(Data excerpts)
+ + +

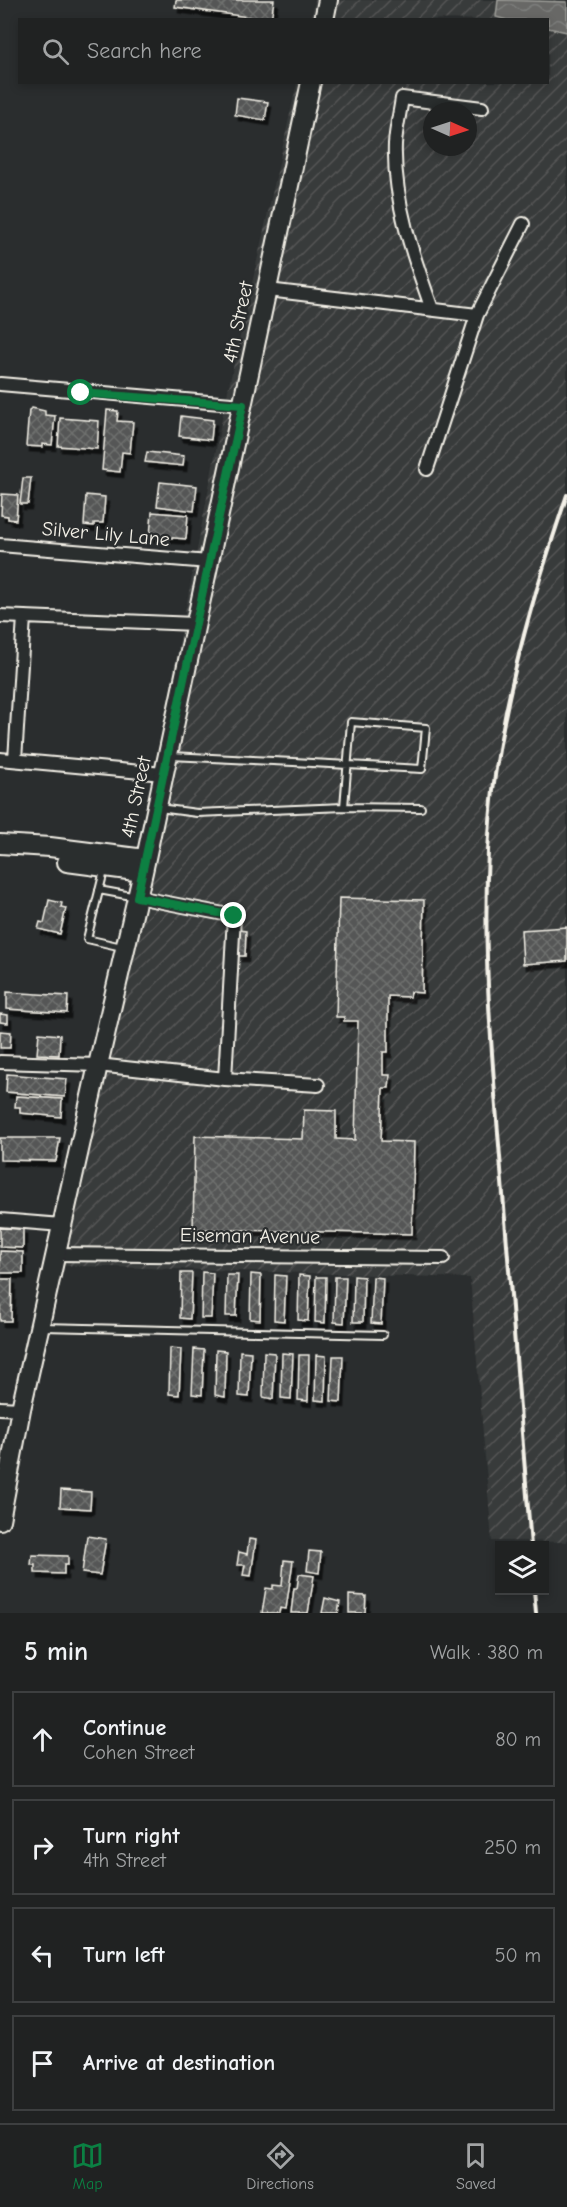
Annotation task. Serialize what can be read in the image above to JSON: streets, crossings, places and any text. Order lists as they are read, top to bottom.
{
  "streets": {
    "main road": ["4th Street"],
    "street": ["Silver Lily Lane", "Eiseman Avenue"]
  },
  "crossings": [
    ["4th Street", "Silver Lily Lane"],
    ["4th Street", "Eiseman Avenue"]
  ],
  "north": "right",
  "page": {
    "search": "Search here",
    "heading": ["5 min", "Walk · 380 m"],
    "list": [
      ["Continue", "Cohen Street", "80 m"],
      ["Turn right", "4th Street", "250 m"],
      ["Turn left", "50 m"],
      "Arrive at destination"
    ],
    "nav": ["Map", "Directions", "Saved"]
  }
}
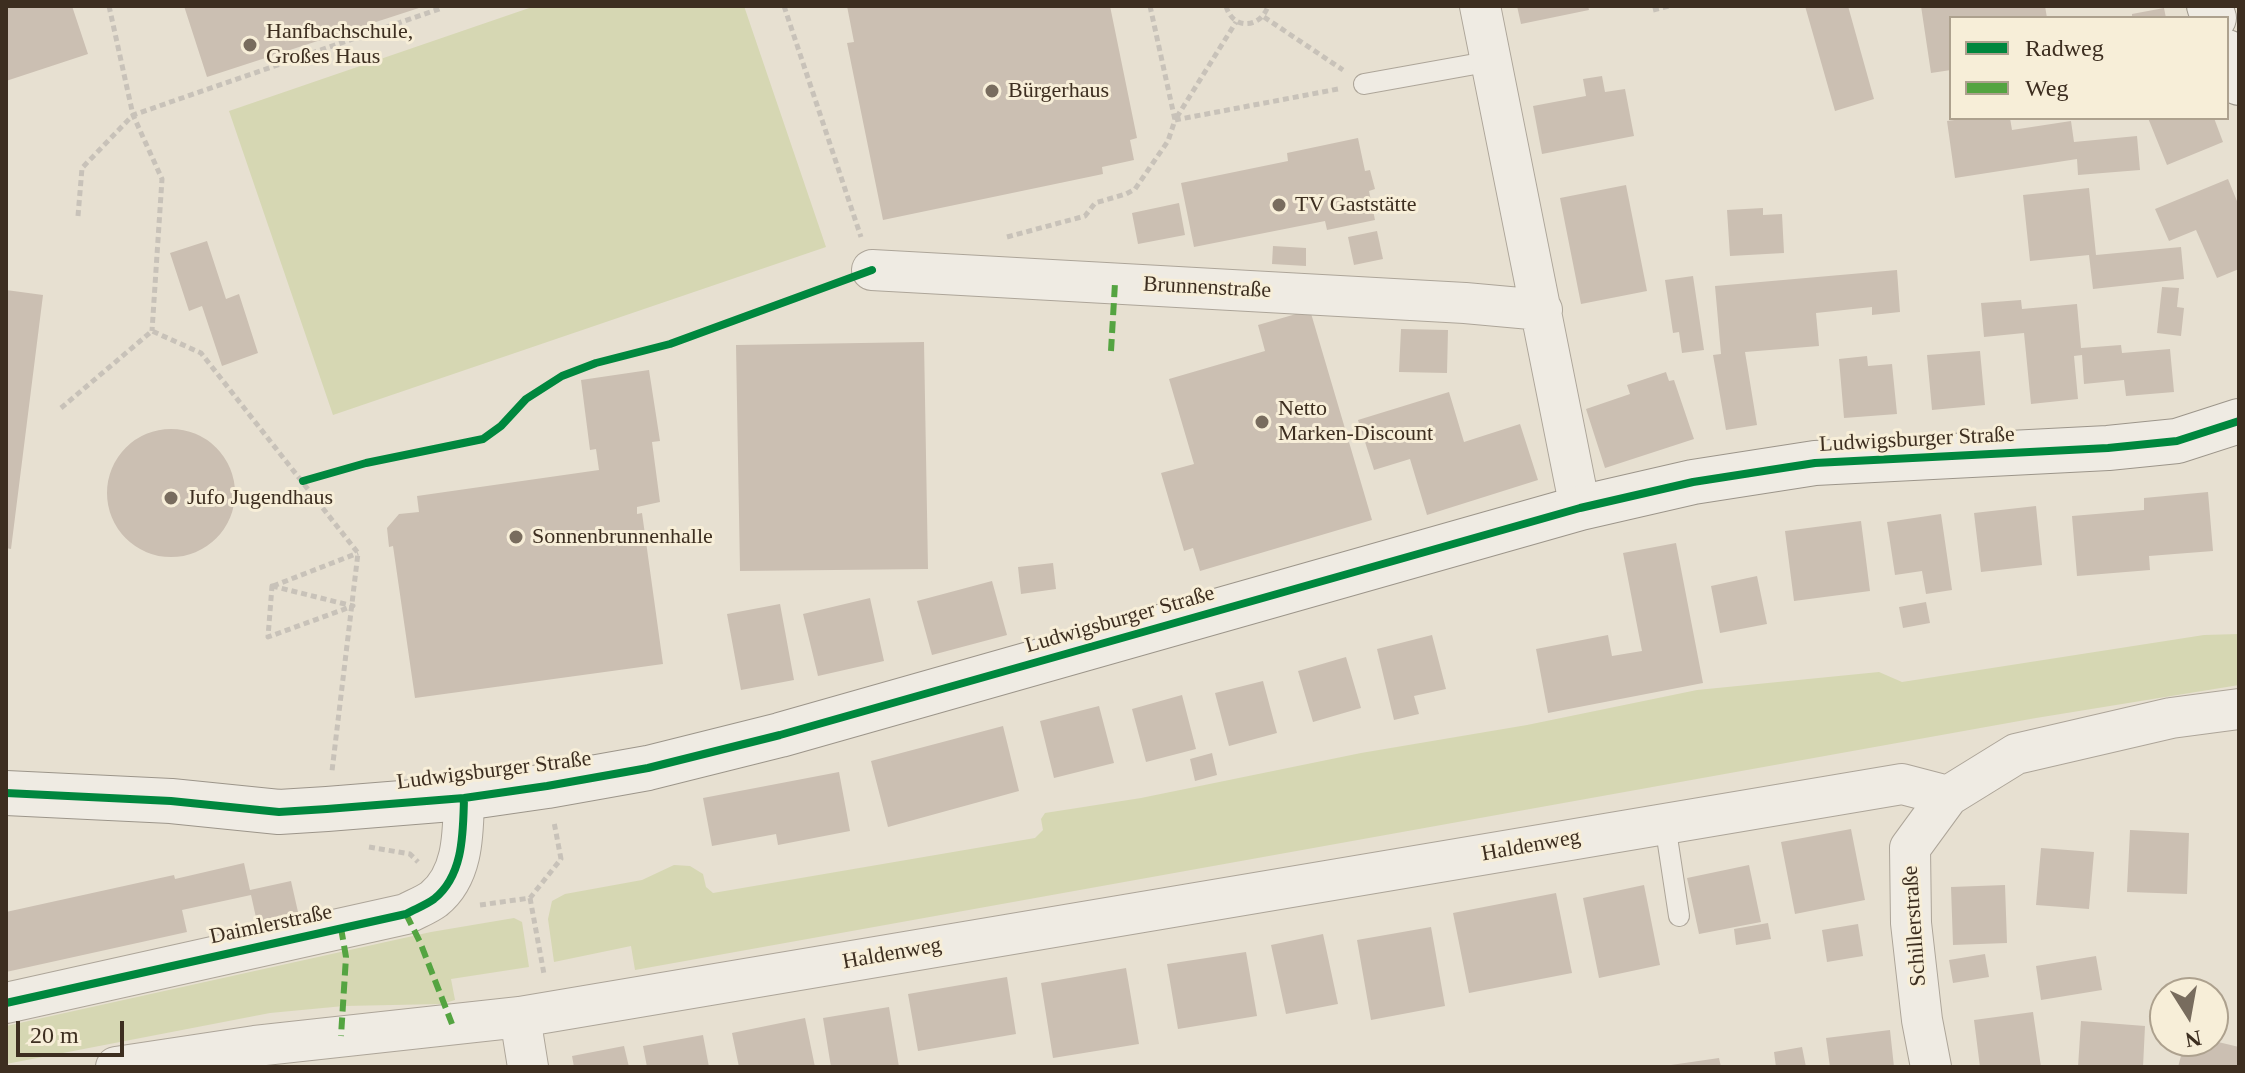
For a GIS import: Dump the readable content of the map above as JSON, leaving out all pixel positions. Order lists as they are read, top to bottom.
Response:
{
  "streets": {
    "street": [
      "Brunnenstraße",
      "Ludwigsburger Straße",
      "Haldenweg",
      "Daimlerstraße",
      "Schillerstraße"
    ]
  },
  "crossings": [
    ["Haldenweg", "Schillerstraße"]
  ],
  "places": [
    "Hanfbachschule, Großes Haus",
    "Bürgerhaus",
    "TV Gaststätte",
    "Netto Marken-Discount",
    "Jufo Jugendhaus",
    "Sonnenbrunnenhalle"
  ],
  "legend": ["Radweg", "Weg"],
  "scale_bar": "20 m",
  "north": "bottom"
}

+ + +

TASK DETAILS: Restate the records above word for word. Skip every picture.

SOLUTION TO THE PROBLEM:
Annotation task. Serialize what can be read in the image above to JSON: streets, crossings, places and any text. Order lists as they are read, top to bottom.
{
  "streets": {
    "main road": ["4th Street"],
    "street": ["Silver Lily Lane", "Eiseman Avenue"]
  },
  "crossings": [
    ["4th Street", "Silver Lily Lane"],
    ["4th Street", "Eiseman Avenue"]
  ],
  "north": "right",
  "page": {
    "search": "Search here",
    "heading": ["5 min", "Walk · 380 m"],
    "list": [
      ["Continue", "Cohen Street", "80 m"],
      ["Turn right", "4th Street", "250 m"],
      ["Turn left", "50 m"],
      "Arrive at destination"
    ],
    "nav": ["Map", "Directions", "Saved"]
  }
}
For a GIS import: Dump the readable content of the map above as JSON, leaving out all pixel positions. Order lists as they are read, top to bottom.
Response:
{
  "streets": {
    "street": [
      "Brunnenstraße",
      "Ludwigsburger Straße",
      "Haldenweg",
      "Daimlerstraße",
      "Schillerstraße"
    ]
  },
  "crossings": [
    ["Haldenweg", "Schillerstraße"]
  ],
  "places": [
    "Hanfbachschule, Großes Haus",
    "Bürgerhaus",
    "TV Gaststätte",
    "Netto Marken-Discount",
    "Jufo Jugendhaus",
    "Sonnenbrunnenhalle"
  ],
  "legend": ["Radweg", "Weg"],
  "scale_bar": "20 m",
  "north": "bottom"
}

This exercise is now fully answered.